My modern development stack

One of the things I do outside of my day job is to build web applications for small businesses. I wanted to share the dev stack I do that in, and why I choose them

Platform

I use .NET Core as my development platform. It’s a modern cross platform framework for building applications. It runs on Windows, Linux, and was natively designed to run in Docker without a lot of effort, and actually has officially supported base Docker images.

Data Access

Data is a complicated piece of the puzzle in any application and can be split up into data storage and application level data access.

For applications that run on AWS or other Linux native environments, I generally go with Postgres for the database and on Windows I generally lean towards Microsoft SQL Server (the Express Edition for most projects since 10 GB is generally more than they’ll ever need)

Inside the application, most of the querying is done using Entity Framework Core, a new ORM developed by Microsoft that handles automatic change tracking and transaction management.
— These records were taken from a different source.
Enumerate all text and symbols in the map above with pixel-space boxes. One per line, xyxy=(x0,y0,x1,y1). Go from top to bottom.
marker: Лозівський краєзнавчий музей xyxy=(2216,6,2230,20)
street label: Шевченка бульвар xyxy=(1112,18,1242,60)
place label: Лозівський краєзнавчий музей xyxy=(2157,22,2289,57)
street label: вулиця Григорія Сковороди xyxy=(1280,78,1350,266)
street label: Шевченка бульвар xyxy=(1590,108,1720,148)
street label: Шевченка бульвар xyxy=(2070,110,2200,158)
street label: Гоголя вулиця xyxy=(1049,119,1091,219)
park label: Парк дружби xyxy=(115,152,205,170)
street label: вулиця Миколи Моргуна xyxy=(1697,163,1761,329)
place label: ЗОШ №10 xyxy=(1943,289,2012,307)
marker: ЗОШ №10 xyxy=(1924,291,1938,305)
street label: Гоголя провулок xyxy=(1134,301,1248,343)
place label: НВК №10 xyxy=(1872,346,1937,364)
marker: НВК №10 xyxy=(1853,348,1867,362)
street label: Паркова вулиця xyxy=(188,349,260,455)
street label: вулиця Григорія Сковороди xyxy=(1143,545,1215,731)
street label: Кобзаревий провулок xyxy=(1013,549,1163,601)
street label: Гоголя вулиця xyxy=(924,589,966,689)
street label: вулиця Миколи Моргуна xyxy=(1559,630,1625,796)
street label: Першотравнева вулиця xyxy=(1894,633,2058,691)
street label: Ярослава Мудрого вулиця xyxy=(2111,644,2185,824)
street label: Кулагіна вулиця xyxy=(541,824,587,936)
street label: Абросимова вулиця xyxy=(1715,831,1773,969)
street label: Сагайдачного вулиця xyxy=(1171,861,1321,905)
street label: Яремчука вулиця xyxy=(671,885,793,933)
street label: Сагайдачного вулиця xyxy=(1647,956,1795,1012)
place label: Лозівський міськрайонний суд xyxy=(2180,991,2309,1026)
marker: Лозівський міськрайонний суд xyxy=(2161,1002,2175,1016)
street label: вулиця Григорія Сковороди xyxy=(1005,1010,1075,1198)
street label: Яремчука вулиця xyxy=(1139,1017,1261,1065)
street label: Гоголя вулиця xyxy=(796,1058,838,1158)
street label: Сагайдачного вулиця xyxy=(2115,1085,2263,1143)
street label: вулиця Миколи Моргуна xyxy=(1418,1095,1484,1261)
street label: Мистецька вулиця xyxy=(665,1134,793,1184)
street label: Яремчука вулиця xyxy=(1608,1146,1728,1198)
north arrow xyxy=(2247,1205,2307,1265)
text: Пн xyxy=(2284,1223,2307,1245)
If I need to, I’ll combine it with Dapper, which is a micro-ORM for mapping the inputs and outputs of raw SQL queries to models developed by the folks over at StackExchange.

Server-Side Framework

If you guessed ASP.net Core, you are a winner! Natively co-developed with .NET Core, its a powerful, high performance web framework. Shipping with the framework is native Identity management, Powerful MVC framework natively supporting REST, Powerful HTML template language when needed (Razor), and also native development and production support for SPA frameworks such as Angular, React, Vue.js, etc..

Inversion of Control / Dependency Injection

While .NET Core (and by proxy, ASP.net Core) has a built-in IoC container, it’s very simple. However, its designed to be replaced natively by a more powerful container, and supplies abstractions for applications (and libraries) to consume so they aren’t tied directly to the built in container

For new applications, I generally go with Lamar, which was built from the ground up on these abstractions. For older applications, I generally use StructureMap. I will probably try to move those applications to Lamar eventually, since Lamar fixed the memory issues that plagued it, and StructureMap is officially deprecated in favor of Lamar.

Server-Side Validations

ASP.net MVC actually has built in support for model validations (i.e., submitted data actually validates), but it’s not nearly as powerful as I’d like. Instead, I use FluentValidation, which actually integrates with ASP.net MVC and will run before the native validations by default. It’s flexible, integrates with the built in IoC abstractions, and supports async custom validators

CQRS (Command and Query Responsibility Separation)

This is a pattern that I fell in love with a few years back. The general idea is that instead of a bunch of services that combine querying data and commands to update data, you separate them into separate pieces, and potentially use models best suited for the task.

For that, I use MediatR, which is a great little lightweight project.